Fact: Let $0<x<1$. Then for all $\alpha>0$ we have $0<x^\alpha<1$ and (hence) $\frac{1}{x^\alpha}>1$.

In particular:
* $0<x^a<1$ and $0<x^b<1$;
* $$\frac{x^a}{x^b}=\frac{1}{x^{b-a}}>1,$$ hence $x^a>x^b$.

Together: $0<x^b<x^a<1$. Conclusion:
$$0<\frac{1}{x^a}<\frac{1}{x^b}<1.$$

 

[AxiomOfChoice]

I think you should be able to prove these yourself. Here's the first one:

Fact: Let $0<x<1$. Then for all $\alpha>0$ we have $0<x^\alpha<1$ and (hence) $\frac{1}{x^\alpha}>1$.

In particular:
* $0<x^a<1$ and $0<x^b<1$;
* $$\frac{x^a}{x^b}=\frac{1}{x^{b-a}}>1,$$ hence $x^a>x^b$.

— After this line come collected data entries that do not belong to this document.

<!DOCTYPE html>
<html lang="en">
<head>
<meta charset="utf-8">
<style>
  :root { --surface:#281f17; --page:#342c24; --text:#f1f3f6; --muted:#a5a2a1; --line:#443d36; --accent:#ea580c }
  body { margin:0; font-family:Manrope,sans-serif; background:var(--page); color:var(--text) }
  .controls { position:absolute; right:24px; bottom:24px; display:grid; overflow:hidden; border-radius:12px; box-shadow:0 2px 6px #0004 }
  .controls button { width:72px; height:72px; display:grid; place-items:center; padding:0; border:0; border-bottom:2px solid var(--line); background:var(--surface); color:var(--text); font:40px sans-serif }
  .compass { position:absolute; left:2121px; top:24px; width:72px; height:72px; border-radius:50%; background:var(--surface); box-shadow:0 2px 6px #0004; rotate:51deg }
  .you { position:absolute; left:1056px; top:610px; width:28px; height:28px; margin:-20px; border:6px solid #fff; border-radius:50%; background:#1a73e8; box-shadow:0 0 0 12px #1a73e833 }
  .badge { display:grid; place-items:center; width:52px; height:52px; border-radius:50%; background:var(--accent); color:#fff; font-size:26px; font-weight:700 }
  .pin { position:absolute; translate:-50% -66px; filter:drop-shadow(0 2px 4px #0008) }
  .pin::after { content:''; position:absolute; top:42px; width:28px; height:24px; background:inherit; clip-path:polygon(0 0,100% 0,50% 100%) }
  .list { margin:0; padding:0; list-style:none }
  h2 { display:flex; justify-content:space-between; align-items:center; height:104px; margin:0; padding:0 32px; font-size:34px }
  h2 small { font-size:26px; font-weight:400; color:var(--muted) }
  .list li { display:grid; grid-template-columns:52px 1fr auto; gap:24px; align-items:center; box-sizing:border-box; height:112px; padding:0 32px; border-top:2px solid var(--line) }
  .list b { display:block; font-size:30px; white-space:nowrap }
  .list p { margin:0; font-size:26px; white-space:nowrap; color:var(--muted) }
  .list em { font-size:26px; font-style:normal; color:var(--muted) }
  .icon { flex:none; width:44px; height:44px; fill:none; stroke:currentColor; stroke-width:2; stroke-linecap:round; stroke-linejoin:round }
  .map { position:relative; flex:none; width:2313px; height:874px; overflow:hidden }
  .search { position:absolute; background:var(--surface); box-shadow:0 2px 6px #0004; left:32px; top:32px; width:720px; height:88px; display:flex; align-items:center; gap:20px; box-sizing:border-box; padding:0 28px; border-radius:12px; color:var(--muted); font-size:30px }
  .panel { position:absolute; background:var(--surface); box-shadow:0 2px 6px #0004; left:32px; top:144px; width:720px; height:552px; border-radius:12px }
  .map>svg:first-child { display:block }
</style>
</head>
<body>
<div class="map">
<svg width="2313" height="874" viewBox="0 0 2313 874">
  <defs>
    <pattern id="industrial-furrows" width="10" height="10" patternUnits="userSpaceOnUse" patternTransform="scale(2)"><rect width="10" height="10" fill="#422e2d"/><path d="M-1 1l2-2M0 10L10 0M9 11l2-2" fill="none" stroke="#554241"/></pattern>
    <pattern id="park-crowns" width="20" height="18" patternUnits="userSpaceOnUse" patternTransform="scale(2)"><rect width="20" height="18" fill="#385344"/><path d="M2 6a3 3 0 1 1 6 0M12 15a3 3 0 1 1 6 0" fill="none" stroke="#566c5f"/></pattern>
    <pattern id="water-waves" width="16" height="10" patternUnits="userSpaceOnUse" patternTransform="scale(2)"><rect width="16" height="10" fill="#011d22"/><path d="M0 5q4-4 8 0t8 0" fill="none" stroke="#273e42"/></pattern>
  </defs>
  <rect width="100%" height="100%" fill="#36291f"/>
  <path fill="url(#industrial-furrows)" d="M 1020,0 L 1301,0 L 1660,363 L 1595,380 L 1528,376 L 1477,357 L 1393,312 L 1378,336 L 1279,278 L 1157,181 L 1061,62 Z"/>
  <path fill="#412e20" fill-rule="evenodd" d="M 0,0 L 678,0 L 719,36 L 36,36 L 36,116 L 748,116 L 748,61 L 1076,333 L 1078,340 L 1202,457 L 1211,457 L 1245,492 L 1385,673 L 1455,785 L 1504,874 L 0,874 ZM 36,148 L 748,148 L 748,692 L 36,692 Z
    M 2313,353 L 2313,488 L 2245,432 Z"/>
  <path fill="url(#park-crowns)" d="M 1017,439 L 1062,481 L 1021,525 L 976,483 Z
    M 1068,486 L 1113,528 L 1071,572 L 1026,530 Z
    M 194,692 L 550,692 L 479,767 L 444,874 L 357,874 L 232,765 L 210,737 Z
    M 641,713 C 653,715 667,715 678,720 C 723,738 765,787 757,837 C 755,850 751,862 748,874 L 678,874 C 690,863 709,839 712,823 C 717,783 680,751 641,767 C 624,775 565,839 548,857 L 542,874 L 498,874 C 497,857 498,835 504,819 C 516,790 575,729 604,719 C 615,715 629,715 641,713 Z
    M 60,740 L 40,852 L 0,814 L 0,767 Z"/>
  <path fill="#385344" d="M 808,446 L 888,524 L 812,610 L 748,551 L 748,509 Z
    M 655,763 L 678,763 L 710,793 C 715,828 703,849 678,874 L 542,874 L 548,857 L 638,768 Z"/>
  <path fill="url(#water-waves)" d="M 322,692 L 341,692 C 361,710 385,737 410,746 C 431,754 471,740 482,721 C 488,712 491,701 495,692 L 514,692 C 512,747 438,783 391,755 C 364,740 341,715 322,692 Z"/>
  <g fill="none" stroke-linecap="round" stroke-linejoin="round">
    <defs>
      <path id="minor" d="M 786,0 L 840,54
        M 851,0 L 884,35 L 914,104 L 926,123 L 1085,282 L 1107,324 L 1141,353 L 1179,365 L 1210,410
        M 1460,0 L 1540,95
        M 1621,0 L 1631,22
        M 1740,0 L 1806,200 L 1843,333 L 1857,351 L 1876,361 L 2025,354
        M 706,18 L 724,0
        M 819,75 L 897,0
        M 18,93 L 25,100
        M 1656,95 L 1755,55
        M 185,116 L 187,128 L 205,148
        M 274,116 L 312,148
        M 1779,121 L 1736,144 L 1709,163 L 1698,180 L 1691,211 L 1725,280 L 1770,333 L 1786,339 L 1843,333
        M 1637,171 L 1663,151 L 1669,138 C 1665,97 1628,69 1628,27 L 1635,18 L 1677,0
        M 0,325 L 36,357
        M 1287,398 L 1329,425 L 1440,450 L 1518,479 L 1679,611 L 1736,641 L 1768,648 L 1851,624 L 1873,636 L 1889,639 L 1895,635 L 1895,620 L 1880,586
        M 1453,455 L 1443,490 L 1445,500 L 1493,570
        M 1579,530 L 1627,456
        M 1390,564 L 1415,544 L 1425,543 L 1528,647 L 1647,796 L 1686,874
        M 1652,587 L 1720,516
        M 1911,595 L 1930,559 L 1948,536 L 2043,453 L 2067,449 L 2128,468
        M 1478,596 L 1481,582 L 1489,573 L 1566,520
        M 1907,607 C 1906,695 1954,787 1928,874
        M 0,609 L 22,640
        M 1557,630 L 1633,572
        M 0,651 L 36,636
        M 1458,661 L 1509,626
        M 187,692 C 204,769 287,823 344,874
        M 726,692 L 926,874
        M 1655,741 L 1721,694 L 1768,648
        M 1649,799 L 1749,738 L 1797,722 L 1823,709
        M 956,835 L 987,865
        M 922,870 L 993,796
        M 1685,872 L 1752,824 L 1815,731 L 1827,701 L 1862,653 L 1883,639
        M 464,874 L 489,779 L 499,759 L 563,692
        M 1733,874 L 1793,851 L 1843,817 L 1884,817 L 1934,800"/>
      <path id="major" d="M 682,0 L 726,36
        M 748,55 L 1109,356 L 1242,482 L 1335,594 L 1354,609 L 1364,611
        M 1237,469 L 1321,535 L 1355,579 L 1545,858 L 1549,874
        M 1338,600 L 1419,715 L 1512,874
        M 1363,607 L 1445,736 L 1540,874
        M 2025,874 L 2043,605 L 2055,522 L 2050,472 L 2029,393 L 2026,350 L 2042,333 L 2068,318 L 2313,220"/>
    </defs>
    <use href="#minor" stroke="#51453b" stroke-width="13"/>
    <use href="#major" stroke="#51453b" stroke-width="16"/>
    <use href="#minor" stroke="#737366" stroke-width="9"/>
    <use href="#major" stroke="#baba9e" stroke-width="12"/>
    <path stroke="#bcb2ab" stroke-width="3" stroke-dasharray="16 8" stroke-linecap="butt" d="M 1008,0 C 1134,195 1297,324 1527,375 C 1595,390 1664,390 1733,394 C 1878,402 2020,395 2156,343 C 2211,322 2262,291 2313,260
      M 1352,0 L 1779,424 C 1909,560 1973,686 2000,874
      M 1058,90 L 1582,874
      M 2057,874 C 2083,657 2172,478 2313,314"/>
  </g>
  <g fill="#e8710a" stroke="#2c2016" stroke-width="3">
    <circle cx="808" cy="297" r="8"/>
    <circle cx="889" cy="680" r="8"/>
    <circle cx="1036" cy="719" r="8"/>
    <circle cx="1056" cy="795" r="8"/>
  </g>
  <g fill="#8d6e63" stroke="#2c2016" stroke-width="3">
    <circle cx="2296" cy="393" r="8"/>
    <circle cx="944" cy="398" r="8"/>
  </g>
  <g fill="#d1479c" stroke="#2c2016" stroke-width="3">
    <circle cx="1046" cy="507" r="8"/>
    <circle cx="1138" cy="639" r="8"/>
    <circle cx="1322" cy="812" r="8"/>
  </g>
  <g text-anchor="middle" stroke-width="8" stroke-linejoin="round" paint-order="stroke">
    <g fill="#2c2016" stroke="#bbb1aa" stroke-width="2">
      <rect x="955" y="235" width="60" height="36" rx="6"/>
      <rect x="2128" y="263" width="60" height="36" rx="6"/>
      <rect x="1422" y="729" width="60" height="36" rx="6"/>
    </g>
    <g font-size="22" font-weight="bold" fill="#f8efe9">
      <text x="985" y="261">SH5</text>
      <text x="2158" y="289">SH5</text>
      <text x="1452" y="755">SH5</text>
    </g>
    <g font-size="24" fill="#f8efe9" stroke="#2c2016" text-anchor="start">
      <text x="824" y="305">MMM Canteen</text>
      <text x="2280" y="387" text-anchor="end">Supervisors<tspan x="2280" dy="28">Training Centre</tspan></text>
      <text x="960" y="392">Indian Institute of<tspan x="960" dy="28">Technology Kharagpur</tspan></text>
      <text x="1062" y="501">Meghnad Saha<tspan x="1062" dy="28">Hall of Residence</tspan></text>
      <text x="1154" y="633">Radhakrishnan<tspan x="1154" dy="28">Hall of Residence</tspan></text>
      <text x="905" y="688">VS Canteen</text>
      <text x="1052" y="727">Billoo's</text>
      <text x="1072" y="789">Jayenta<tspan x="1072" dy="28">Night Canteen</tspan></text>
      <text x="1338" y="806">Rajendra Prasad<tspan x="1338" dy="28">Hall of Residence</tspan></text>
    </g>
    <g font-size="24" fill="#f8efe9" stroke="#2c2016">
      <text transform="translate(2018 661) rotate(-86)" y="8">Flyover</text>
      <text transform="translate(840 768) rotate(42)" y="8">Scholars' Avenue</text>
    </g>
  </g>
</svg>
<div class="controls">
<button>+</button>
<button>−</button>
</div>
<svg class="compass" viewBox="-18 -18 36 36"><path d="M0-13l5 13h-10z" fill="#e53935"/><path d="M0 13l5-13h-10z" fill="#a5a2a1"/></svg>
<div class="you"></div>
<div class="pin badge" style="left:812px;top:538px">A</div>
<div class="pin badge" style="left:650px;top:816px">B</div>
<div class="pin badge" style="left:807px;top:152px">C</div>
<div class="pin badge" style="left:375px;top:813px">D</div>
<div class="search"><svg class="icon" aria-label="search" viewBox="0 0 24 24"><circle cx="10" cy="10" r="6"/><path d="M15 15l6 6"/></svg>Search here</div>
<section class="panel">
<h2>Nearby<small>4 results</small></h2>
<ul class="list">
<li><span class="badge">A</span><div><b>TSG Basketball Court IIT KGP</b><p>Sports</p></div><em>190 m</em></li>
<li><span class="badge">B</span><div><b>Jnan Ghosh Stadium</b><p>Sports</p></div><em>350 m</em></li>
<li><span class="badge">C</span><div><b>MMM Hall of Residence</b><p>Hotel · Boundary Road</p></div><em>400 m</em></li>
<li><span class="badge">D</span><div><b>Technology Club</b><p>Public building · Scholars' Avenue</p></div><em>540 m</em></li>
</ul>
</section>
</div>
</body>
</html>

Together: $0<x^b<x^a<1$. Conclusion:
$$0<\frac{1}{x^a}<\frac{1}{x^b}<1.$$

Thanks for your help, Landau. This is one of those questions that I answered for myself when I was typing it up, but I thought I'd go ahead and post it anyway to make sure I wasn't crazy.